Do X for Y number of days.

It works for somethings. It worked for getting thought basic training, both deployments and every exercise or inspection I’ve been on. It works well for surviving things, but it’s not particularly well suited for open ended goals such as “be healthier”. It’s a tactic, not a strategy.

Doing X for Y number of days is also poorly suited for anything long term. Because let’s face it, shit happens. I joked with a friend that I was going to take six weeks off work just to do Mass Made Simple so that I could ensure I got through it with out having a repeat of this last work trip. Even then there’s no guarantee that I won’t have to skip a training day.  It’s even addressed in the book. That’s a large part of why X for Y doesn’t work for much more than two weeks. Here I spent a week pissing an moaning about feeling bad and not completing my  challenge and I had lost 7 pounds. Not insignificant for a month of weight loss. I remember being happy to two pounds come off in a month at the end of my first run in weight watchers. You have to account for everyday life when you think on a monthly scale.

So X for Y is reserved for short term goals. Like giving up caffeine for a week. No Caffeine for seven days. This is easy.

My Caffeine addiction is legendary. On one of my deployments people were told not to talk to me until after I had a pot, and entire pot, of coffee in the morning. “Energy drinks” are my worst habit. I drink the diet ones like they were ambrosia.

Pictured: Supplies for a good weekend...

People have challenged me with various stimulant laden beverages. It takes quite a bit to phase me. Due to some unique quirks of my brain chemistry I don’t get nervous or distracted. Most people with ADD respond the same way. I feel the physical lift from caffeine, but my mental processes sharpen and I can focus much better than without it. It calms me down, even in extreme amounts. However, as I’ve gotten older, caffeine has started to interfere with my sleep and who knows what kind of chemical hell is really contained in all those tallboys with the blue M.

Coffee. You bet your ass at the end of this week there will be coffee. I love coffee. I have a thermos I call the thermos of joy, it’s just for coffee. But those damn energy drinks are A. sweet B. convenient and C. I can’t really do a hot cup o joe  on a hot afternoon. They’re also $2.50 each, which is freaking highway robbery for what is basically diet soda. So periodically I go cold turkey on caffeine and get back to the point where a few cups of coffee in the morning satisfies me and keeps me moving. The larger picture is that I’m not still drinking it at three, or four, or five in the afternoon and setting myself up for a bad night’s sleep.
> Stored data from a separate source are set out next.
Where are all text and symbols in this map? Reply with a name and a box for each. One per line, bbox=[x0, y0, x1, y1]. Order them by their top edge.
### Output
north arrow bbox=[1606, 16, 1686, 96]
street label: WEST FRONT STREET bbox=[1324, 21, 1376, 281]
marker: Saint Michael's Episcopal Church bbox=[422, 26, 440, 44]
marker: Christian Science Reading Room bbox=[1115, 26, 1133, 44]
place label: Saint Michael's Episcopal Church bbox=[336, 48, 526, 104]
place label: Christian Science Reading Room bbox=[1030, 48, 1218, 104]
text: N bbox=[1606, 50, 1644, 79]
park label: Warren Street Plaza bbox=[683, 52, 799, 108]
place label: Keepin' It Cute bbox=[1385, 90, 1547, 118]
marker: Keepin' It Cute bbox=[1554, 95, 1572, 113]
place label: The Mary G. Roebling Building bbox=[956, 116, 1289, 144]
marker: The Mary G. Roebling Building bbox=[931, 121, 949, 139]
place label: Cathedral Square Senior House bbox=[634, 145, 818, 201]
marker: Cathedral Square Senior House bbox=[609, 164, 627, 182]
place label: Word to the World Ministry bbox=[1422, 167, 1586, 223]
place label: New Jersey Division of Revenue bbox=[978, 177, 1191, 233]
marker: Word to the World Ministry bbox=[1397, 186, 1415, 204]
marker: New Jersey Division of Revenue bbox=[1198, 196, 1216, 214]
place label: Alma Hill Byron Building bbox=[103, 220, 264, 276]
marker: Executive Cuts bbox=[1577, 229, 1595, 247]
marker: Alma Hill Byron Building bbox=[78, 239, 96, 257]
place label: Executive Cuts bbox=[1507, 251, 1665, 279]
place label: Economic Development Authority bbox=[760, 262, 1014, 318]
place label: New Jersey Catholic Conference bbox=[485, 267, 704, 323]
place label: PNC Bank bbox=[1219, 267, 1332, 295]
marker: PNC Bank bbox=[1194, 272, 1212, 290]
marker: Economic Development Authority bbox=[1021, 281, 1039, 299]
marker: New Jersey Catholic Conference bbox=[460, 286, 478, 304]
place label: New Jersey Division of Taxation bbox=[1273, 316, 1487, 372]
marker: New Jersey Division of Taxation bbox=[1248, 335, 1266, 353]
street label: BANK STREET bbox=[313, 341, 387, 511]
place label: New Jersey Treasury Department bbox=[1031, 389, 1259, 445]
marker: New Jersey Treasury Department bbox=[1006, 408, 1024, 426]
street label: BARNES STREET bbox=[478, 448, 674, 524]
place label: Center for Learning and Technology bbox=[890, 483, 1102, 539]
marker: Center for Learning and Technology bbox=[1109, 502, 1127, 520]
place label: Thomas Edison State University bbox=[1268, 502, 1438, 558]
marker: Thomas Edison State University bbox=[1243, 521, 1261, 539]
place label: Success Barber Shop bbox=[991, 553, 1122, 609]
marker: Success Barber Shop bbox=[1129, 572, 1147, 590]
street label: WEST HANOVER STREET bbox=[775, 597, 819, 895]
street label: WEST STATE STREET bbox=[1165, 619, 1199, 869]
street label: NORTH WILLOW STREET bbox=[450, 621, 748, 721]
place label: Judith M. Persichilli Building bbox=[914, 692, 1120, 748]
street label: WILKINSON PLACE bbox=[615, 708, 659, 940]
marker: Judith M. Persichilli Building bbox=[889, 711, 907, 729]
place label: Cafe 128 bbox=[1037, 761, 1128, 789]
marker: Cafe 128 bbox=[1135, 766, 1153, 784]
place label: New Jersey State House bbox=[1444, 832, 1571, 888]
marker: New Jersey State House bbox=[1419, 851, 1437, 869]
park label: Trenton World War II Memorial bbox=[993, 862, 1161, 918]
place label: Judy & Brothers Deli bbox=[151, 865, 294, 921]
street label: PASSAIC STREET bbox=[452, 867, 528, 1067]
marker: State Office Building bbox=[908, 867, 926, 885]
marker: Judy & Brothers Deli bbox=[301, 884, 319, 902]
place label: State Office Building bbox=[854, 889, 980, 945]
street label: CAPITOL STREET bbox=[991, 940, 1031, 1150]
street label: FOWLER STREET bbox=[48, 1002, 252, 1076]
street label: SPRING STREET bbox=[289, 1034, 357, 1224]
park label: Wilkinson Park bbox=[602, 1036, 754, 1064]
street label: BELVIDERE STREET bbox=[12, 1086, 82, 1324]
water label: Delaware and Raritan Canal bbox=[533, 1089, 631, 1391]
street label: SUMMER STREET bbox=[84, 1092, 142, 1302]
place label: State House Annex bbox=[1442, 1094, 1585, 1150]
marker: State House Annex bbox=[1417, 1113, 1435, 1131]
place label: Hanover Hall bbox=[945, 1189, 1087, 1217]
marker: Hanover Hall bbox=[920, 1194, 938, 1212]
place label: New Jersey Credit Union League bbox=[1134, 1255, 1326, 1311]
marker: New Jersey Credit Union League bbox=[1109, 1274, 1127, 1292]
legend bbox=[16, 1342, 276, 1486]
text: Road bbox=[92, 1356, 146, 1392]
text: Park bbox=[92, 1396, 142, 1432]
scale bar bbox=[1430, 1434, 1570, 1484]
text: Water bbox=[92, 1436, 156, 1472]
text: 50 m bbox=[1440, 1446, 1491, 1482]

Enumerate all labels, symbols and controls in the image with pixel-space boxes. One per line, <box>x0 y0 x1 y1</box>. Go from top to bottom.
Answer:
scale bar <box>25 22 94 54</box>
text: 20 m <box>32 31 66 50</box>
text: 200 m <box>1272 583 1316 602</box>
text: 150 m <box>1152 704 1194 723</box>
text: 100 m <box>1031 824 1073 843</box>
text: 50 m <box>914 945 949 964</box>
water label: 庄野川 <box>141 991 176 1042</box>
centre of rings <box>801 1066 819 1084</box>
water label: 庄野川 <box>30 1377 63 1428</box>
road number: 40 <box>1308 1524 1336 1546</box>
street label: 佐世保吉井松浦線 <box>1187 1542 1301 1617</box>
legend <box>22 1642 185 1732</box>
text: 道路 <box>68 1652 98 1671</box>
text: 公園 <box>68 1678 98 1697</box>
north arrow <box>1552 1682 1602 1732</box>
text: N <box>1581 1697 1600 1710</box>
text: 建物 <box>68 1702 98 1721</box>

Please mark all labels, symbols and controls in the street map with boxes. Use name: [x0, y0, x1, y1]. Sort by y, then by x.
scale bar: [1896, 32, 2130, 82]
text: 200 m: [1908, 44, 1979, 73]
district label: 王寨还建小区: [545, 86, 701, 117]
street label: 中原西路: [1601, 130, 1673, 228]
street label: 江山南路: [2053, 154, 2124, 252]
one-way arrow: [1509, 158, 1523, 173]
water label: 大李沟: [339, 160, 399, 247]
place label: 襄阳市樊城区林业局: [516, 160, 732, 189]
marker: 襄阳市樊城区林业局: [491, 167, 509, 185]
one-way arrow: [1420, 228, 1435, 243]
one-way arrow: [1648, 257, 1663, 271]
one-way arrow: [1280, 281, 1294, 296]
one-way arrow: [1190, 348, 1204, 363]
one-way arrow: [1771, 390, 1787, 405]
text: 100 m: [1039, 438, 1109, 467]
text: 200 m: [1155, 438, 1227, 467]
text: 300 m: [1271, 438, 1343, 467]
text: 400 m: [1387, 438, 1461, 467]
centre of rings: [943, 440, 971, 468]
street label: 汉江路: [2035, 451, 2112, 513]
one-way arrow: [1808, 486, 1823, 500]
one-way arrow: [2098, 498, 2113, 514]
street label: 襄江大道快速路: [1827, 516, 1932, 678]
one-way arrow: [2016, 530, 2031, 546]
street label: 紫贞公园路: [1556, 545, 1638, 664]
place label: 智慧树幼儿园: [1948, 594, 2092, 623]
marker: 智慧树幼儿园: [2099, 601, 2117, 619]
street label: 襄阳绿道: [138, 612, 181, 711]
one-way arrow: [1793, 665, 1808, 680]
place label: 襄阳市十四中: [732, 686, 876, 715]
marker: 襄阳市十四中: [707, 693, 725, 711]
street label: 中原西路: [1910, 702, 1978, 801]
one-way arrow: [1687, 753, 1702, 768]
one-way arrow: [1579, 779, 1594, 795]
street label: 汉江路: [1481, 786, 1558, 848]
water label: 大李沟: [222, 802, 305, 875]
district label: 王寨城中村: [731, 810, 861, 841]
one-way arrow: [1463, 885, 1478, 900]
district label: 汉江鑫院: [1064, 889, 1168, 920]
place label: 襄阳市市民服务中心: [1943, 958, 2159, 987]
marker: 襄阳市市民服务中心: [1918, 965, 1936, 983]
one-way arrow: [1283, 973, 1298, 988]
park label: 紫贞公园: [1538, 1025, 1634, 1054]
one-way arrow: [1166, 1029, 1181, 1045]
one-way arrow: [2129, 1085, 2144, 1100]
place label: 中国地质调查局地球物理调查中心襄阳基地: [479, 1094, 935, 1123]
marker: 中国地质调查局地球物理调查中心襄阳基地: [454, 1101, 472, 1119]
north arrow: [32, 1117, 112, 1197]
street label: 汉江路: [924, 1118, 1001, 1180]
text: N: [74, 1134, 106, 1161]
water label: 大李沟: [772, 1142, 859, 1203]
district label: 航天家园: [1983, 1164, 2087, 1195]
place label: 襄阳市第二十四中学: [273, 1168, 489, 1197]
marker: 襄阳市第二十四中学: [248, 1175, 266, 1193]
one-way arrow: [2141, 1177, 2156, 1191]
Back to goal setting, X for Y works well for breaking a habit but not so much for creating one or anything longer than a couple of weeks. So I need to work on the idea of goals with rewards. I tend not to reward myself for achieving a goal. In many cases, the satisfaction of achieving the goal is enough. I make a lift, I’m happy. For others, it’s more of a grim “well I got it done” kind of satisfaction or relief. Those are the goals that need rewards. Anything involving a direct sacrifice. So:

No caffeine until next Saturday, I’ll get a new coffee pot. Maybe one of those nice ones with the timer so I can sleep in an extra five minutes and have it available first thing when I get out of bed.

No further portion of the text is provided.